Introduction

In this section, we are going to perform PCA (Principal Component Analysis) with the totals nutrients as is of the totals dataset, processed for clustering in the previous section.

Before proceeding, ensure to have four directories (folders) named as:

  • PCA_Nut_asis
  • PCA_Nut_ave
  • PCA_Cat_asis
  • PCA_Cat_ave

PCA results will be saved in these folders. You can change those directory names, but if you do so, you will need to modify the directory name, “res_dir_xxx_xxxx”, to match your new directory name.

PCA can be done with the following four data types generated above:

  • Nutrients as is (Nut_asis),
  • Nutrients averaged across days (Nut_ave),
  • Food categories as is (Cat_asis), and
  • Food categories averaged across days (Cat_ave).

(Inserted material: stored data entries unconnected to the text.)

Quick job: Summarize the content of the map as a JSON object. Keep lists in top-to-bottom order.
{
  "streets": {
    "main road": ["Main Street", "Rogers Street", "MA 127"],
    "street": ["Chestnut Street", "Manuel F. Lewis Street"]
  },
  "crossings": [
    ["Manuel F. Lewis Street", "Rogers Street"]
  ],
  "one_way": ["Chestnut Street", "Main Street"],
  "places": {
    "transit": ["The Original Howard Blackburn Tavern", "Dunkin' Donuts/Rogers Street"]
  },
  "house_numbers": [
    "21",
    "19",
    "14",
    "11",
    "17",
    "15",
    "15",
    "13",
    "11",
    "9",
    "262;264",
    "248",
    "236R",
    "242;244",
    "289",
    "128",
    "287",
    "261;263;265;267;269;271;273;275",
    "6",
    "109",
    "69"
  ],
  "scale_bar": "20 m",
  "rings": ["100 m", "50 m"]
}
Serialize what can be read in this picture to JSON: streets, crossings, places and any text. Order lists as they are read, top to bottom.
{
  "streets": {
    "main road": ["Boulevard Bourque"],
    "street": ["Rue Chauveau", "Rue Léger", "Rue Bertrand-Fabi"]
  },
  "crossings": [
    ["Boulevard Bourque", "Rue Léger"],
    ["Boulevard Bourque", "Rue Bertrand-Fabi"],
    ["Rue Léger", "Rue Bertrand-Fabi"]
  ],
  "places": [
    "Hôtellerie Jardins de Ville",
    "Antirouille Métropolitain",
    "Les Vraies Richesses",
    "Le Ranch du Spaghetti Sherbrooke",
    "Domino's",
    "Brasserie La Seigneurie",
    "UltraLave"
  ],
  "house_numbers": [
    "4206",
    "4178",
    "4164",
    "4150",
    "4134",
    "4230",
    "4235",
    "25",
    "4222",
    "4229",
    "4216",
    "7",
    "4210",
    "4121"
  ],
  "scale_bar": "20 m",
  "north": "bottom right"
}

With Nut_asis and Cat_asis, each datapoint will be users on each day. Suited to track potential changes in users’ dietary habits over the course of the trial days.

With Nut_ave and Cat_ave, each datapoint will be users data averaged across days. Suited to analyze the average dietary pattern of users.

Use scale = TRUE for the prcomp function to take care of variables measurements in different units. scale = TRUE transforms data by \((x_{i} - mean(x)) / SD(x)\) so that all the variables will have zero mean and one standard deviation (and variance) and so they are comparable.


Load functions and packages

Name the path to DietR directory where input files are pulled.

main_wd <- "~/GitHub/DietR"

Load necessary pacages.

library(ggplot2)
library(ggfortify)

Load the necessary functions.

source("lib/specify_data_dir.R")
source("lib/ggplot2themes.R")
source("lib/PCA.R")

Call color palette.

distinct100colors <- readRDS("lib/distinct100colors.rda")

You can come back to the main directory by:

setwd(main_wd)

Specify the directory where the data is.

SpecifyDataDirectory(directory.name= "eg_data/VVKAJ/")


Nutrient data as is, processed for clustering analyses

Perform PCA

Load the Nut_asis data.

Tot_m_QCed_Nut_asis <- read.table(file="VVKAJ_Tot_m_QCed_Nut_asis_c_rv.txt", sep="\t", header=T)

Name your input data.

pca_input <- Tot_m_QCed_Nut_asis

Ensure your input file has the correct number of rows and columns.

dim(pca_input)
## [1] 45 39

Scale the data and perform PCA.

scaled_pca <- prcomp(x=pca_input, scale=TRUE)   

Specify the directory (folder) to save the results.

res_dir_nut_asis = "PCA_Nut_asis"

Specify the prefix of filenames to be saved.

res_prefix_nut_asis = "VVKAJ_Nut_asis"

Save PCA output files in a specified folder (out.dir) and a prefix (out.prefix).

OutputPCA(pca.data=pca_input, pca.result=scaled_pca, 
          out.dir= res_dir_nut_asis, out.prefix= res_prefix_nut_asis )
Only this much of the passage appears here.